SDL – who supply Tridion web content management – first announced it wanted to take over Alterian – purveyors of the CMS formerly known as Morello (Mediasurface) and Immediacy – in October. This week the Financial Times confirmed that an offer had been accepted. You can get the financial background to the takeover from the FT article, but while the companies are close to a formal merger, the software they supply remain poles apart.
As SDL continues to release modules and connectors to enhance the breadth of its web engagement offering, many of its customers find themselves operating dated user interfaces and struggling with the obscurities of Visual Basic scripting. If you put Tridion side by side with newer .Net CMS like Sitecore or EPiServer, you’d see the difference straight away.
Alterian’s WCM has a much slicker editorial user interface and delivers dynamic rather than static content. How you scale your website, integrate with other systems and personalise content therefore requires a completely different technical approach.
This personalisation aspect is particularly relevant as both vendors have been positioning themselves in the web engagement / customer experience market. Even though SDL is at the crest of Forrester’s online customer experience wave (and remains firmly ensconced in Gartner’s magic quadrant for web content management), I would argue that neither tool is that well-suited to handling the kind of user-generated content that some lighter weight open source tools like Drupal can offer. SDL seems to me to be particularly well geared to organisations that have a thought-through web content strategy, while what sets Alterian apart in online engagement is its social media marketing tool, SM2. Indeed, this is what SDL seems to covet most:
“We think that there are synergies with the marketing analytics and content delivery,” Mark Lancaster, SDL executive chairman, told the Financial Times.
Allow me to express some degree of scepticism here. Alterian have owned both WCM and SMM technology for over three years and made little (if any) headway in their integration. SDL may have greater resources to achieve this, but we’re looking at completely different products here. Any quick fixes would simply be a rebranding exercise with no under-the-bonnet coordination. Of course, SDL may have a clever plan and I stand to be corrected on that point.
Overall, I’m quite positive about the takeover. I think SDL will benefit from the niche benefits that Alterian brings, particularly in terms of focus on improving editorial interfaces. I think there’s a great opportunity for Alterian partners who previously worked with Immediacy to get to grips with a Tridion CMS that’s similar but more powerful than what they were previously used to.

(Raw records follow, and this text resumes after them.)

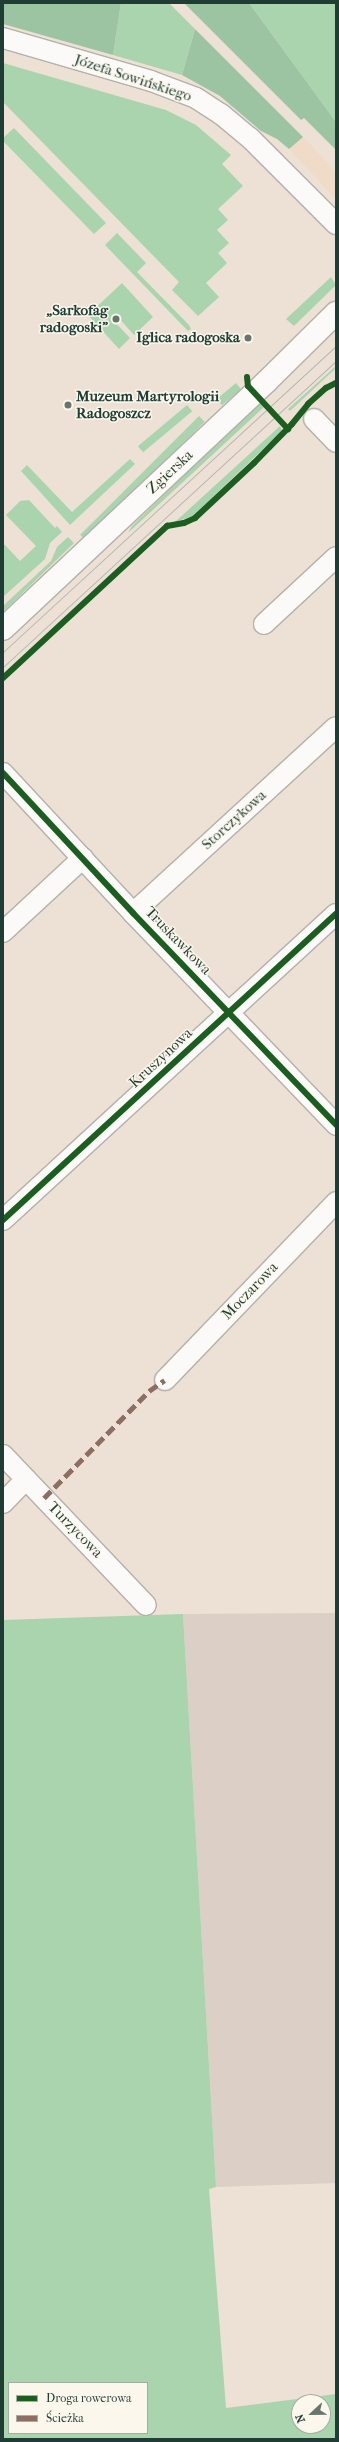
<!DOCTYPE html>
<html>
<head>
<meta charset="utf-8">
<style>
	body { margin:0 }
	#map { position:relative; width:339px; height:2442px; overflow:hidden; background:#ece1d4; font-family:"IM FELL French Canon",serif }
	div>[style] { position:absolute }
	.built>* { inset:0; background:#f0dac8 }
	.industrial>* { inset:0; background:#dccfc6 }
	.green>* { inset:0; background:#a9d4ae; transform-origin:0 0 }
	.forest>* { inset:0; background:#9dc4a2 }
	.roads { filter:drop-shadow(1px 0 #b5b1a8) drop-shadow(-1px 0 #b5b1a8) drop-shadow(0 1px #b5b1a8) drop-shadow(0 -1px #b5b1a8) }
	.street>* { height:20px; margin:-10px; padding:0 10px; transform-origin:10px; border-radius:10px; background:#fcfaf9 }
	.secondary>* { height:22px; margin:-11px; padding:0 11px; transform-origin:11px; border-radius:11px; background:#fcfaf9 }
	.tram>* { height:1px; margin:-0.5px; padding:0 0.5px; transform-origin:0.5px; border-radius:0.5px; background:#b3b5b2 }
	.quiet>* { height:5px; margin-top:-2.5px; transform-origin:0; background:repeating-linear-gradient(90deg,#8d6e63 0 10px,transparent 0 15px) }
	.cycleway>* { height:6px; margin:-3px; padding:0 3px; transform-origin:3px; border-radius:3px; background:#1b5e20 }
	.dots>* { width:11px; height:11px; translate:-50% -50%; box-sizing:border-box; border:2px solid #fbf7ec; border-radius:50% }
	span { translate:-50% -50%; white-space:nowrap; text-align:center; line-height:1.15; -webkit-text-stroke:3px #fbf7ec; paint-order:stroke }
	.street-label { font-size:15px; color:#1f3d34 }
	.poi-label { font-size:15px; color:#1f3d34; font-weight:700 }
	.right { translate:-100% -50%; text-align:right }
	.left { translate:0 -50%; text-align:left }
	.frame { position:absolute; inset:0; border:4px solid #1f3d34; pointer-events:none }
	.legend { position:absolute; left:8px; top:2382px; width:140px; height:52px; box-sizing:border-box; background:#fbf7ec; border:1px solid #a3ada2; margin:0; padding:5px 7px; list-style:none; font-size:12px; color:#1f3d34 }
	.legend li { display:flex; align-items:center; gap:8px; height:20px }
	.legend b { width:20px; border:1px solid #a3ada2 }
	.north { position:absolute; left:291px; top:2394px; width:40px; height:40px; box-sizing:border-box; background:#fbf7ec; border:1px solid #a3ada2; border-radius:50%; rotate:248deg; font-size:11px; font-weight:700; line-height:16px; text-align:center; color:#1f3d34 }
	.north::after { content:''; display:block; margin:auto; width:14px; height:18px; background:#67766c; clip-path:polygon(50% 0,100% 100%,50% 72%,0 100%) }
</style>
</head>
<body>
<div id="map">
	<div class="built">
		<div style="clip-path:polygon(303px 137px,336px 172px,336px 199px,289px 149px)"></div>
	</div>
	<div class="industrial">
		<div style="clip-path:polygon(336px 1613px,336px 2183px,216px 2187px,183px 1614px)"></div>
	</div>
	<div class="green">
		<div style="clip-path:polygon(121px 3px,169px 3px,195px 29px,182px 75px,113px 55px)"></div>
		<div style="clip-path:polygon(249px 3px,336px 3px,336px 122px)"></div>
		<div style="clip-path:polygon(3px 63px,166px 110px,196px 125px,231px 155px,222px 164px,243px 186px,218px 209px,228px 220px,217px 230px,229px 243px,218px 253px,227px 263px,206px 283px,219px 297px,198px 316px,172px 290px,179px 282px,3px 102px)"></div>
		<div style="clip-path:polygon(14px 128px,106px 223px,94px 234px,3px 141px,3px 138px)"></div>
		<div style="clip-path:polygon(117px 233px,146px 263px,137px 272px,189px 325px,191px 329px,188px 331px,105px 245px)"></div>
		<div style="clip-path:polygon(331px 277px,336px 285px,294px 326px,286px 319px)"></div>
		<div style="clip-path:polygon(122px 283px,153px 317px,134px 335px,116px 315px,112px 319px,130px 338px,119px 349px,88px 315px)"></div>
		<div style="clip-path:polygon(336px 366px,336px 368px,290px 411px,288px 409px)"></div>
		<div style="left:236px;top:383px;width:8px;height:25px;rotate:50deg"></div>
		<div style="clip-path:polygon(259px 402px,264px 407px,128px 533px,132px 526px)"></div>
		<div style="left:187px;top:405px;width:8px;height:64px;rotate:50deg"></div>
		<div style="left:199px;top:416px;width:8px;height:168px;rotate:45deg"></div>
		<div style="clip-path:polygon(280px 426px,282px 431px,193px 516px,175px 522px)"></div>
		<div style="clip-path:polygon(130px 459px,135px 464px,70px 525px,21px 471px,27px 465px,72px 512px)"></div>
		<div style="clip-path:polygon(29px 500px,55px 528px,57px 526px,62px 532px,50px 543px,45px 559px,3px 597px,3px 543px,20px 561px,36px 546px,6px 515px,20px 501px)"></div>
		<div style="clip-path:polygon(68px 537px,74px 543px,3px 612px,3px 606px,51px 561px,57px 547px)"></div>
		<div style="clip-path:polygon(evenodd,183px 1614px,216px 2187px,209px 2189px,226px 2408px,336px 2394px,336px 2439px,3px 2439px,3px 1620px,183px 1614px,9px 2383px,147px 2383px,147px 2433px,9px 2433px,9px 2383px,183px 1614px,299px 2402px,323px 2402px,323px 2426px,299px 2426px,299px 2402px)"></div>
	</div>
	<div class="forest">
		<div style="clip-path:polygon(3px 3px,121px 3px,113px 55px,3px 24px)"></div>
		<div style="clip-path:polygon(184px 3px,249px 3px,336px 122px,336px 150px,304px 118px,301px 120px)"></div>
		<div style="clip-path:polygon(195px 29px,303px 137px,289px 149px,277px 139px,261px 131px,220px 96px,182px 75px)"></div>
	</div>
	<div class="roads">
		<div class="street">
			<div style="left:3px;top:38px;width:154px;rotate:16.2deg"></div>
			<div style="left:151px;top:81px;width:48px;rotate:20.7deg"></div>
			<div style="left:196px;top:98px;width:30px;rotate:33deg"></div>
			<div style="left:221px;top:114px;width:38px;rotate:40deg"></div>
			<div style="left:250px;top:138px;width:122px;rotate:45deg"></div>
			<div style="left:314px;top:419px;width:32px;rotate:46deg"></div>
			<div style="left:264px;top:624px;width:98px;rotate:-42.9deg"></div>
			<div style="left:3px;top:773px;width:191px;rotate:47.1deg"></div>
			<div style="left:133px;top:913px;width:294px;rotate:46.2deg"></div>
			<div style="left:133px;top:913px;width:275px;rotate:-42.5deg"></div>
			<div style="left:3px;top:932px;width:109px;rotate:-42.8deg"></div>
			<div style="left:3px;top:1220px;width:452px;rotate:-42.6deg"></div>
			<div style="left:165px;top:1380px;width:247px;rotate:-46.1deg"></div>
			<div style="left:3px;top:1455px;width:207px;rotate:46.4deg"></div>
			<div style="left:3px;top:1503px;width:33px;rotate:-46deg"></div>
		</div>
		<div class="secondary">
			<div style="left:3px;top:629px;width:362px;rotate:-43.2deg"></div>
			<div style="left:267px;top:381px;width:97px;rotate:-44.6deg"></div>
		</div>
	</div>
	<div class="tram">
		<div style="left:3px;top:652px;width:452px;rotate:-42.6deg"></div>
		<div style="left:3px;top:667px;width:452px;rotate:-42.6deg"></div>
	</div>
	<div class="quiet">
		<div style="left:44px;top:1498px;width:150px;rotate:-45.5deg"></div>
		<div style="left:149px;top:1391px;width:19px;rotate:-35deg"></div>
	</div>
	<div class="cycleway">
		<div style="left:247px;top:377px;width:9px;rotate:84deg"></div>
		<div style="left:248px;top:386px;width:59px;rotate:47.1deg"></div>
		<div style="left:3px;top:678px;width:224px;rotate:-42.8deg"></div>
		<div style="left:167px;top:526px;width:17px;rotate:-10deg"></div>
		<div style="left:184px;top:523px;width:12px;rotate:-24deg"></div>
		<div style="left:195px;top:518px;width:81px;rotate:-43deg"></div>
		<div style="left:254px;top:463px;width:54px;rotate:-45.7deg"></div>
		<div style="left:292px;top:424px;width:26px;rotate:-51deg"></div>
		<div style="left:308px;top:404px;width:24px;rotate:-42deg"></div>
		<div style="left:326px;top:388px;width:11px;rotate:-27deg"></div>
		<div style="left:3px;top:773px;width:191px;rotate:47.1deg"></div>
		<div style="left:133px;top:913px;width:294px;rotate:46.2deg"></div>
		<div style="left:3px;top:1220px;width:452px;rotate:-42.6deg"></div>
	</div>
	<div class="dots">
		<div style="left:116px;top:319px;background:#67766c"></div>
		<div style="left:248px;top:338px;background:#67766c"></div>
		<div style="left:68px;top:405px;background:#67766c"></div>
	</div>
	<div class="street-label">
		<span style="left:133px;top:78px;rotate:18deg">Józefa Sowińskiego</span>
		<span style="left:170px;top:472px;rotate:-43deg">Zgierska</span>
		<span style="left:234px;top:820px;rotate:-42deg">Storczykowa</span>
		<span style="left:178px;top:941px;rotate:46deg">Truskawkowa</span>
		<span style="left:161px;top:1058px;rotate:-43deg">Kruszynowa</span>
		<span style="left:250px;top:1291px;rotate:-46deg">Moczarowa</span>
		<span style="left:75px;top:1530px;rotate:46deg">Turzycowa</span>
	</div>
	<div class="poi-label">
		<span class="right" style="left:108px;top:319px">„Sarkofag<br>radogoski”</span>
		<span class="right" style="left:240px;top:338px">Iglica radogoska</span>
		<span class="left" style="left:76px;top:405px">Muzeum Martyrologii<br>Radogoszcz</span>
	</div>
	<div class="frame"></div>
	<ul class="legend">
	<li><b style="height:5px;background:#1b5e20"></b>Droga rowerowa</li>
	<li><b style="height:5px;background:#8d6e63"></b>Ścieżka</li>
	</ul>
	<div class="north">N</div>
</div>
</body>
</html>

And I think that customers, particularly in Europe, will get a broader set of implementation partners to work with who have great web experience.
Yes, it’s yet another merger and apparently less choice in the market, but actually for the two software development teams, I hope it’s an opportunity for them to learn from each other and for synergy to mean establishing a really good, forward-thinking product rather than just an excuse to downsize.